This Common Trick Doesn't Actually Make Hard Boiled Eggs Easier To Peel

Whole eggs are the "healthiest food on the planet" according to Healthline, as they are jam-packed with vitamins and all nine essential amino acids our bodies need for optimal functioning but do not produce naturally, making them a complete protein source. Of all the ways you could prepare an egg, one of the healthiest methods is to hard boil, as no butter or oil is needed. As healthy as hard boiling may be, it can be a rather painstaking method when the shell does not peel off easily.

If you've ever "shocked" hard-boiled eggs (placing the eggs into a bowl of ice water immediately after cooking) hoping to make the peeling process easier, only to find the shell still taking an obscene amount of egg white with it, it may be because an egg's peel-a-bility depends on the temperature of the water it is placed in before cooking, not after (via Lifehacker). That's not to say that ice baths don't play a role in the egg-boiling process. Serious Eats found that an ice water bath can help form a more evenly shaped egg, but when it comes to easy peeling, cold water is precisely what you want to avoid.

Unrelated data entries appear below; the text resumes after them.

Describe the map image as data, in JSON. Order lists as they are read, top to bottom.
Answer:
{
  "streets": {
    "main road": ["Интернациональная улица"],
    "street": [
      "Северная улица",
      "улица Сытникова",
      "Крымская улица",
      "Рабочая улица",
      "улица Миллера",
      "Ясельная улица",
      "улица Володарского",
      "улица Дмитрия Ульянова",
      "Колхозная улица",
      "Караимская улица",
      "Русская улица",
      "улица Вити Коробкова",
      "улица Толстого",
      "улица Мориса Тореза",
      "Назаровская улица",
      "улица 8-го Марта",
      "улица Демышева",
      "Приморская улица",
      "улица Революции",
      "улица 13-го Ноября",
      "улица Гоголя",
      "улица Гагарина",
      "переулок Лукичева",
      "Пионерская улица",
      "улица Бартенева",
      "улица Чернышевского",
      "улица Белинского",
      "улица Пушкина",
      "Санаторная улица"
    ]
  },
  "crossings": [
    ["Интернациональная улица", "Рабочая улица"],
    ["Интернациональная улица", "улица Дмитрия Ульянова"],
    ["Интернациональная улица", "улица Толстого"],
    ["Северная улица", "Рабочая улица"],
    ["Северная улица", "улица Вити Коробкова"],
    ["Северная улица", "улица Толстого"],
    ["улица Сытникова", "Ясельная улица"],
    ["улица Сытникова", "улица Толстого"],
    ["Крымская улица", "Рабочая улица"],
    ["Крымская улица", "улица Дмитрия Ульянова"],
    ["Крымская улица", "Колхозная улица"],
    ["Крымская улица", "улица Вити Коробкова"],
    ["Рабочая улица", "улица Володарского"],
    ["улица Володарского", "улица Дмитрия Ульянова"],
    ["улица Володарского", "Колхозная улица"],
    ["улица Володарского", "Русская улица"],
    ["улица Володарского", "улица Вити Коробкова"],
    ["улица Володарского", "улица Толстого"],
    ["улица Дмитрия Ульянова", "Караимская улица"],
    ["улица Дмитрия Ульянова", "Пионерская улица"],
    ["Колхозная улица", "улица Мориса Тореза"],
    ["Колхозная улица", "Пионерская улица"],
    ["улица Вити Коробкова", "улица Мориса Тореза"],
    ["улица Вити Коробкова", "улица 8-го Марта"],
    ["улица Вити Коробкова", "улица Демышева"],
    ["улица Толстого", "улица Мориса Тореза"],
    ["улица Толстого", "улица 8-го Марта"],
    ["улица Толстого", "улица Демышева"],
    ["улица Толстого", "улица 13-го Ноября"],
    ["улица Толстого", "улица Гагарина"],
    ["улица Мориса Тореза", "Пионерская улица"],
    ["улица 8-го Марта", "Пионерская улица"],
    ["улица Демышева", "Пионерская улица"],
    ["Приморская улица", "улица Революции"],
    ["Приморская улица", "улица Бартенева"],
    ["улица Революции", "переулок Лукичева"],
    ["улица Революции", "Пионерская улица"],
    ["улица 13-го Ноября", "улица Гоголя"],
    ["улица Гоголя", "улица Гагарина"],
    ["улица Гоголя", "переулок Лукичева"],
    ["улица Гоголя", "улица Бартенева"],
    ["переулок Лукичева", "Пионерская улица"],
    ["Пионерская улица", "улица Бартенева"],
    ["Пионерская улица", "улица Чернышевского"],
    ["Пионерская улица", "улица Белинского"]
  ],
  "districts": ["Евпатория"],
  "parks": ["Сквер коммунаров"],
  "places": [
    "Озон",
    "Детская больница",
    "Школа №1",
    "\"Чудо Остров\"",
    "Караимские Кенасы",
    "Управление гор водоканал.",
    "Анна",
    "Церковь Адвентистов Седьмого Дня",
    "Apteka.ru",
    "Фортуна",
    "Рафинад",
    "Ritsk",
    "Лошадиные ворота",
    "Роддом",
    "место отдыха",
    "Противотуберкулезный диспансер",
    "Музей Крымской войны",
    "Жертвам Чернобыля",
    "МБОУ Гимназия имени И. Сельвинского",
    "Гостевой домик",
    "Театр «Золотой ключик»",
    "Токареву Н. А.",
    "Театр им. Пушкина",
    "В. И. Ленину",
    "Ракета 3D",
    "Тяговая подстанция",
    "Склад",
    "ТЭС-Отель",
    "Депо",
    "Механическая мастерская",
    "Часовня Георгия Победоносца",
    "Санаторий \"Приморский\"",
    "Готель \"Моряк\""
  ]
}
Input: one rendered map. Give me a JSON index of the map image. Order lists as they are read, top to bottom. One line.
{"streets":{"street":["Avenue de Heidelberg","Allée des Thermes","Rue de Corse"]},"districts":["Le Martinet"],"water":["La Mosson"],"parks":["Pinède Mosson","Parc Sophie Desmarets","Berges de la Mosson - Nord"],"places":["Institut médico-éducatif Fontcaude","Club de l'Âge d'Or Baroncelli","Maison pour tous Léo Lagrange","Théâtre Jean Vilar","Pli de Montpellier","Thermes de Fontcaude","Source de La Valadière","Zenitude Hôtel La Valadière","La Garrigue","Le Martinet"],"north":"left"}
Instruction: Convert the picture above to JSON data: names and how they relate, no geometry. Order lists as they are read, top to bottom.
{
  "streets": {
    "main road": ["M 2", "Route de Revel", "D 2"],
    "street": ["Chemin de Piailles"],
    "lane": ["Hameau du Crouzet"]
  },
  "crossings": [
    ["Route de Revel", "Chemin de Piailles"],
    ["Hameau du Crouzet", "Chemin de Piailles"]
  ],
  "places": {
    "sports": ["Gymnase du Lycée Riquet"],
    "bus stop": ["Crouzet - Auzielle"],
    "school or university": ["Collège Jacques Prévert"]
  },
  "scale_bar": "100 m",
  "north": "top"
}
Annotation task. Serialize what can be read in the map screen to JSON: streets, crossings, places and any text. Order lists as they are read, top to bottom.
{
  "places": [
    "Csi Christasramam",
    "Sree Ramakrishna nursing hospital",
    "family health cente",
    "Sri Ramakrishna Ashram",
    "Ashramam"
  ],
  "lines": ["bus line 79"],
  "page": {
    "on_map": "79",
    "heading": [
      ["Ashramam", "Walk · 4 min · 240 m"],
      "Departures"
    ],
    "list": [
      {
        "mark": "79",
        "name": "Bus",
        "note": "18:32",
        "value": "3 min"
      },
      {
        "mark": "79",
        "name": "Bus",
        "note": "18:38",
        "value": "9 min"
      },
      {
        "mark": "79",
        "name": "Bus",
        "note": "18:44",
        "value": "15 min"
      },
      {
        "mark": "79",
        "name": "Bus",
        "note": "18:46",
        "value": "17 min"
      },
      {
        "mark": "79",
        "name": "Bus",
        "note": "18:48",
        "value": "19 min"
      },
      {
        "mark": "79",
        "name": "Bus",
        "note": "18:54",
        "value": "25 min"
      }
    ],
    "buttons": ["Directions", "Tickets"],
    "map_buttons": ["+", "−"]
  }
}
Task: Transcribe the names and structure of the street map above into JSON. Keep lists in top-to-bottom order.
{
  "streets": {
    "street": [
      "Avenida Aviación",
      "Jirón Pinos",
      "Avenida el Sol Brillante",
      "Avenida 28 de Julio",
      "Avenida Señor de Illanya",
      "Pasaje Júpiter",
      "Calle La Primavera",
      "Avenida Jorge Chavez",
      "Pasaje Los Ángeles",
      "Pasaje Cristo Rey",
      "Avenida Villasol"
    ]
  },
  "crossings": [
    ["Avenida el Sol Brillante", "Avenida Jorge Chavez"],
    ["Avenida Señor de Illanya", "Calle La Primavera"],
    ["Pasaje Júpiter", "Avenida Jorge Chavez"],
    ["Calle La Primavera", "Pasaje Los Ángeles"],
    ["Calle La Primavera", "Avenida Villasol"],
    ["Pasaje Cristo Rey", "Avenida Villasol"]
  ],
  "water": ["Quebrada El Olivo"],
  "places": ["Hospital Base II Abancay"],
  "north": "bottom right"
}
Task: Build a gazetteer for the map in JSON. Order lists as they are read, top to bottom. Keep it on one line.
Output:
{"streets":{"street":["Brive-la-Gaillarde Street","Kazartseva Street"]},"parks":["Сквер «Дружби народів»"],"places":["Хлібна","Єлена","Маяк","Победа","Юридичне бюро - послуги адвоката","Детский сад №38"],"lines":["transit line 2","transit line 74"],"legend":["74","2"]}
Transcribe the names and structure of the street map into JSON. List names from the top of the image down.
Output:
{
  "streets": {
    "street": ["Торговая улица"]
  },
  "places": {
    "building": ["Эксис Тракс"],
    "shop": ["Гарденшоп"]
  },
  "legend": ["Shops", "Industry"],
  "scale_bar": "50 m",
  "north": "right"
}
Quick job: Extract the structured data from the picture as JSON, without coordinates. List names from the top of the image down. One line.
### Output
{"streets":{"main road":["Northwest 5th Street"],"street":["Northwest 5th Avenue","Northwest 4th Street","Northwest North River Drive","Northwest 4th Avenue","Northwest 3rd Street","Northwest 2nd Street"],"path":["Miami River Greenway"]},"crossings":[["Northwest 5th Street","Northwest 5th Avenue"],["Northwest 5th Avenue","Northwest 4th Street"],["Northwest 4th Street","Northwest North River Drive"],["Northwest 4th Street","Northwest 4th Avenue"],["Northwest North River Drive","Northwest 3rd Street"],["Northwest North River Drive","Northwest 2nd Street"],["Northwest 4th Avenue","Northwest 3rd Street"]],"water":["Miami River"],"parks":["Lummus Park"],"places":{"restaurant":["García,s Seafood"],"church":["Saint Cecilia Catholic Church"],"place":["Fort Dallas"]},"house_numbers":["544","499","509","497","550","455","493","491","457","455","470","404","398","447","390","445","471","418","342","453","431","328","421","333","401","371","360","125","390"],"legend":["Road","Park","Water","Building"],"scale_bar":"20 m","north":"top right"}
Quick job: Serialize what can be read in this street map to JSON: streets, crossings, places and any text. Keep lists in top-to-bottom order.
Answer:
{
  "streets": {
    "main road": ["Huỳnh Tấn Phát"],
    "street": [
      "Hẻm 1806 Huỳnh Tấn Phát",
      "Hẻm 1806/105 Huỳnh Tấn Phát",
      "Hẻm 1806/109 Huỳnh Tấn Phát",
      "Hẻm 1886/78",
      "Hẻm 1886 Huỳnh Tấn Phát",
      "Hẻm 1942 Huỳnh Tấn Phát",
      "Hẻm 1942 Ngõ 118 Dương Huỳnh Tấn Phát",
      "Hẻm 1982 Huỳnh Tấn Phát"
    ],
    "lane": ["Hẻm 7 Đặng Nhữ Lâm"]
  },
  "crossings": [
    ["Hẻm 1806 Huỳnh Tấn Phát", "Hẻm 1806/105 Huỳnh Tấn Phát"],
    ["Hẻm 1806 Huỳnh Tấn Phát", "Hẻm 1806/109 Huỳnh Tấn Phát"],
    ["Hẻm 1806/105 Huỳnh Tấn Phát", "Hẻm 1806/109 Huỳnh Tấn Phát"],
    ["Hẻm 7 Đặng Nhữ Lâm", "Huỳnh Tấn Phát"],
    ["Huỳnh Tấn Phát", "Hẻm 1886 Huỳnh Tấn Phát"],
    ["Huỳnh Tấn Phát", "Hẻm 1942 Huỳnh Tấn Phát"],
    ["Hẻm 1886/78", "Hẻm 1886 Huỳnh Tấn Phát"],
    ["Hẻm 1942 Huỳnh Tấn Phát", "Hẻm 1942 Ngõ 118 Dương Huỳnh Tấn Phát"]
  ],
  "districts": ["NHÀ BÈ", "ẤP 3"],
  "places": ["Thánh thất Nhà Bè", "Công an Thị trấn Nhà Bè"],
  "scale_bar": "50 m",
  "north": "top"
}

Always start your eggs in boiling water

Dunking boiled eggs into ice water doesn't seem to affect on how easily the shell is removed, but the temperature of the water at the beginning of the cooking process does and, according to Lifehacker, it should always be brought to boiling first. Starting eggs in cold water and bringing them to a boil "bonds the eggs to the membrane" around the egg, sealing the shell to the egg. Lifehacker notes dropping raw eggs into boiling water prevents the membrane from adhering as strongly, allowing the shell to peel off easier.

Aside from the temperature of the water, there are other factors that could impact the ease at which a boiled egg's shell is removed. According to Simply Recipes, eggs are usually easier to peel when they are one to two weeks old. However, Serious Eats notes eggs sold at US grocery stores can be packaged up to 30 days after being laid and given a sell-by date of as many as 30 days after that, so store-bought eggs chosen closer to their expiration date make fine candidates for easy peeling. Steaming eggs could also make them easier to peel, as the steam seeps through the hard exterior to create space between an egg and its shell.

Don't dump the ice bath out just yet

While shocking eggs doesn't influence how easily their shells are removed, don't throw away that ice bath just yet. According to The Spruce Eats, ice baths are typically used to drop the temperature of various foods quickly, as to avoid the "danger zone" temperature range in which bacteria grows at an exponential rate. When it comes to hard boiled eggs, however, dropping one into ice water immediately after cooking can affect the shape the egg will take once it has fully cooled (via Serious Eats).

An egg's yolk and whites are not immediately set after being boiled. As the egg cools, the steam that forms within its shell during the cooking process begins to pool inside the egg and the malleable egg white takes shape around it, which is why hard boiled eggs are sometimes flat or indented across the top. Shocking the egg will expedite the cooling process and turn the built-up steam into water, giving the egg more space to cool and settle throughout the shell. Because of this, shocking a hard boiled egg in ice water can leave you with a more perfectly-shaped egg.